Prefect 0.11.0: Improved APIs (and Targets!)

Christopher White
The Prefect Blog

--

We’re excited to announce the release of Prefect 0.11.0! This release is the culmination of months of work to improve our users’ ability to build expressive and complex workflows. In particular, 0.11.0 ships with new result-handling classes, a new target-based caching API, standardized Secrets, and an improved API for working with conditional logic.

We also want to give a shoutout to all the amazing work from our contributors over the past few releases, including new features, bug fixes, great discussions in Slack, collaboration on Github, tutorials and working groups in our weekly meetup, and, of course, new tasks in the growing task library.

For the full list of enhancements and features, checkout the release changelog.

Prefect’s mission is to provide the data community with robust building blocks for defining and deploying modern workflows. Our design goal is to maintain an intuitive path from local development with sensible defaults all the way to deeply configurable production deployments. We have always welcomed user feedback and listen carefully to any frictions our users encounter. Now that Prefect is used by thousands of engineers, we can discover and address the community’s most pressing needs more quickly than ever.

In this release, we focused on improving in five major areas of user experience:

  • Expanding options for working with task results
  • Adding flexible, target-based caching
  • Standardizing our Secrets API and recommendations for third-party authentication
  • Introducing a new way to write conditional logic inside flows
  • Allowing more expressive trigger logic

See below for a deeper dive into the headline features — we look forward to see what new things you build!

📤 Task Results

Dataflow — the idea that tasks can pass information, metadata, and data to each other — is a cornerstone of Prefect.
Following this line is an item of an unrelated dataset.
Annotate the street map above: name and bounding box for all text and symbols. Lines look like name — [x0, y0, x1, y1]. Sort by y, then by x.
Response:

Therefore, perhaps the biggest change in 0.11.0 is a refactor of how Prefect works with task results, expanding users’ fine-grained control over their data.

Previously, Prefect supplied a simple read/write class called a “Result Handler” that allowed users to define where task results were stored. This approach was a success, enabling key features like Prefect’s Hybrid model, but we quickly learned that users wanted to do much more with their data: they wanted to run validations, generate artifacts and progress updates while tasks ran, configure transparent caching against various backends, and even see richer representations of it in the Prefect UI.
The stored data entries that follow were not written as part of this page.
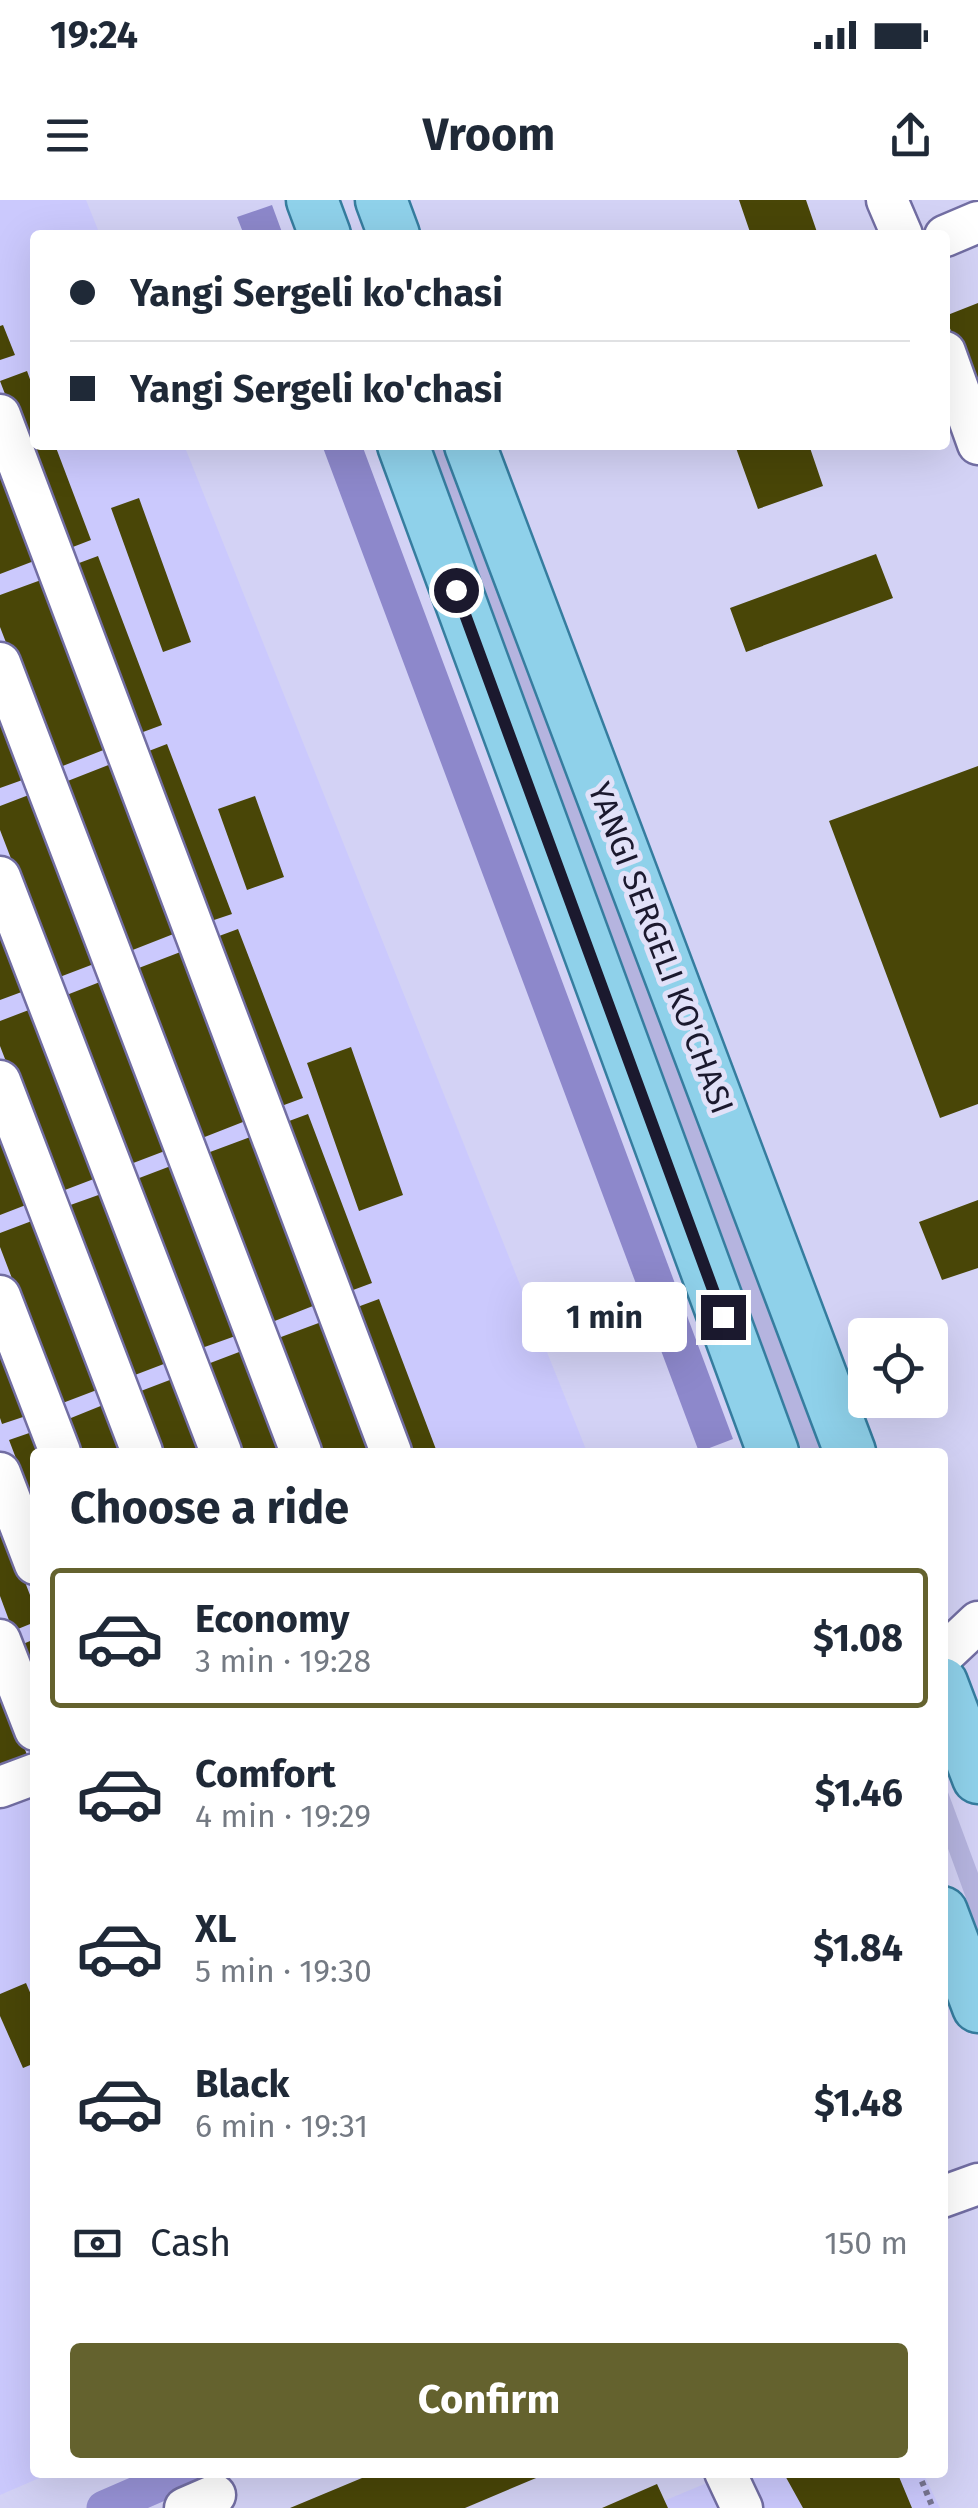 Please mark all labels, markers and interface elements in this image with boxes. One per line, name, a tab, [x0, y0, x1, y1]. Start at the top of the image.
text: 19:24	[50, 12, 138, 58]
icon: menu	[40, 108, 95, 163]
text: Vroom	[423, 108, 555, 162]
icon: share	[883, 108, 938, 163]
text: Yangi Sergeli ko'chasi	[130, 270, 503, 316]
text: Yangi Sergeli ko'chasi	[130, 366, 503, 412]
route start	[434, 568, 479, 613]
street label: YANGI SERGELI KO'CHASI	[580, 777, 742, 1119]
callout: 1 min	[523, 1282, 688, 1352]
route end	[701, 1295, 746, 1340]
text: 1 min	[566, 1298, 643, 1336]
map controls	[848, 1318, 948, 1418]
button: locate	[848, 1318, 948, 1418]
text: Choose a ride	[70, 1481, 349, 1535]
icon: car	[75, 1593, 165, 1683]
text: Economy	[195, 1596, 350, 1642]
text: $1.08	[813, 1615, 903, 1661]
text: 3 min · 19:28	[195, 1642, 371, 1680]
icon: car	[75, 1748, 165, 1838]
text: Comfort	[195, 1751, 336, 1797]
text: $1.46	[815, 1770, 903, 1816]
text: 4 min · 19:29	[195, 1797, 371, 1835]
icon: car	[75, 1903, 165, 1993]
text: XL	[195, 1906, 237, 1952]
text: $1.84	[813, 1925, 903, 1971]
text: 5 min · 19:30	[195, 1952, 372, 1990]
icon: car	[75, 2058, 165, 2148]
text: Black	[195, 2061, 290, 2107]
text: $1.48	[814, 2080, 903, 2126]
text: 6 min · 19:31	[195, 2107, 368, 2145]
icon: cash	[70, 2216, 125, 2271]
text: Cash	[150, 2220, 231, 2266]
text: 150 m	[824, 2224, 908, 2262]
button: Confirm	[70, 2343, 908, 2458]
Prefect 0.11.0 includes a new and extremely user-friendlyResult interface for interacting with task data. It already enables new caching functionality (see below), and will soon allow users to configure custom data validation on a per-flow or per-task basis. In addition,Results are no longer limited to task outputs; users can now publish intermediary results that could represent progress bars, machine learning training updates, checkpoints, or data quality reports. We are planning a feature for the Prefect UI that will allow direct rendering of certain types of structured artifacts, including tables, JSON, images, progress, and more.

This change is non-breaking, and any result handlers from prior versions of Prefect will be auto-converted into the matching Result subclass from 0.11.0. You can read more about the new Result classes, including tips for migrating to the new interface, in Prefect’s documentation.

🗃 Target-Based Caching

We’ve already listed a few of the use cases that the Result refactor enables, but the one we’ve been most excited to ship is the ability to cache tasks based on the presence of persisted data, such as a file on local disk or in cloud storage. This has been a common request from users who are accustomed to file-based caching from tools like Make or Luigi.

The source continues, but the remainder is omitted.